EXERCISE OBJECTIVE - From the records below, copy out exactly the lines from the one containing "For a GIS import: Build" to the one containing "Map reading. Parse", both included. Add nothing else.

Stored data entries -
--
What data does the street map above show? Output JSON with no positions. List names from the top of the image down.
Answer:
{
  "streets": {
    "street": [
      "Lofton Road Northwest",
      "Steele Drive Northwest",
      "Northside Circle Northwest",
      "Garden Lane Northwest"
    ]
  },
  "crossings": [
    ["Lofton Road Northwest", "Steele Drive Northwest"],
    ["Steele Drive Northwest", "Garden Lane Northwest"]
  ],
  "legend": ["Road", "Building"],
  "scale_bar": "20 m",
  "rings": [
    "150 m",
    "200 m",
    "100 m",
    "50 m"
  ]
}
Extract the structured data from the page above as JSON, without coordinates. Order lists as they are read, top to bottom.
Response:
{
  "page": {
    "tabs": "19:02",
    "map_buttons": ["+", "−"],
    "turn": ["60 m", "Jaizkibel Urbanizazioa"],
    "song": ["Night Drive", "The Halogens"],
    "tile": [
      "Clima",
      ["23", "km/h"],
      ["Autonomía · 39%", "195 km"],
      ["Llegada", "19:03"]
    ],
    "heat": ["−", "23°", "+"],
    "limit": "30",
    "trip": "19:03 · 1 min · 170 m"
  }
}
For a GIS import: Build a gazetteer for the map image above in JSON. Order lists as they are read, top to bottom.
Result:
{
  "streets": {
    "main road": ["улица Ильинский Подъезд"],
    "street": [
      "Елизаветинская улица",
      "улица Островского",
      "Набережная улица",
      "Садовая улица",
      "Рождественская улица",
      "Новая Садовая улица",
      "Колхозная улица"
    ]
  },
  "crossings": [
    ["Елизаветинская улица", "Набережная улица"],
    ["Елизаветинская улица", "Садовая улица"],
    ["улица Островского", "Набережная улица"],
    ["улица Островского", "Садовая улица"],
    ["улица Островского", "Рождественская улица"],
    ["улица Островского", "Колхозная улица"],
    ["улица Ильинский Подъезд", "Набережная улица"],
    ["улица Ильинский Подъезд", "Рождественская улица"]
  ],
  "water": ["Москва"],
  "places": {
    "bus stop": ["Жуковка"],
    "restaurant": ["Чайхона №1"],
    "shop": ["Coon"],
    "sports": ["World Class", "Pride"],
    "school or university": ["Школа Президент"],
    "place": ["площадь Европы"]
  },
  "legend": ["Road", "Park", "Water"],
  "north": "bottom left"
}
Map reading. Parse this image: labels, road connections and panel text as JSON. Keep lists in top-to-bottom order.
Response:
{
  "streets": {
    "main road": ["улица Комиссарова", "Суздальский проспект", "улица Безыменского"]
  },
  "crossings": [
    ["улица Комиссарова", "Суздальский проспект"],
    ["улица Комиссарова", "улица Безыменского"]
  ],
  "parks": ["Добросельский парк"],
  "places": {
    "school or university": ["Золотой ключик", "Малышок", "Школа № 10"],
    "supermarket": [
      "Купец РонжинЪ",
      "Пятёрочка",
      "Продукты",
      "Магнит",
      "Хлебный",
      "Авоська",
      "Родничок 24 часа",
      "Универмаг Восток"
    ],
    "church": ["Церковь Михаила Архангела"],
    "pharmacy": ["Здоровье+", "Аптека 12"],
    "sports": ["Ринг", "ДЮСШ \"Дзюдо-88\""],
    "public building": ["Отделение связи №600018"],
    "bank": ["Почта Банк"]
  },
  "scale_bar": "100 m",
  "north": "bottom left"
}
--
EXERCISE RESULT -
For a GIS import: Build a gazetteer for the map image above in JSON. Order lists as they are read, top to bottom.
Result:
{
  "streets": {
    "main road": ["улица Ильинский Подъезд"],
    "street": [
      "Елизаветинская улица",
      "улица Островского",
      "Набережная улица",
      "Садовая улица",
      "Рождественская улица",
      "Новая Садовая улица",
      "Колхозная улица"
    ]
  },
  "crossings": [
    ["Елизаветинская улица", "Набережная улица"],
    ["Елизаветинская улица", "Садовая улица"],
    ["улица Островского", "Набережная улица"],
    ["улица Островского", "Садовая улица"],
    ["улица Островского", "Рождественская улица"],
    ["улица Островского", "Колхозная улица"],
    ["улица Ильинский Подъезд", "Набережная улица"],
    ["улица Ильинский Подъезд", "Рождественская улица"]
  ],
  "water": ["Москва"],
  "places": {
    "bus stop": ["Жуковка"],
    "restaurant": ["Чайхона №1"],
    "shop": ["Coon"],
    "sports": ["World Class", "Pride"],
    "school or university": ["Школа Президент"],
    "place": ["площадь Европы"]
  },
  "legend": ["Road", "Park", "Water"],
  "north": "bottom left"
}
Map reading. Parse this image: labels, road connections and panel text as JSON. Keep lists in top-to-bottom order.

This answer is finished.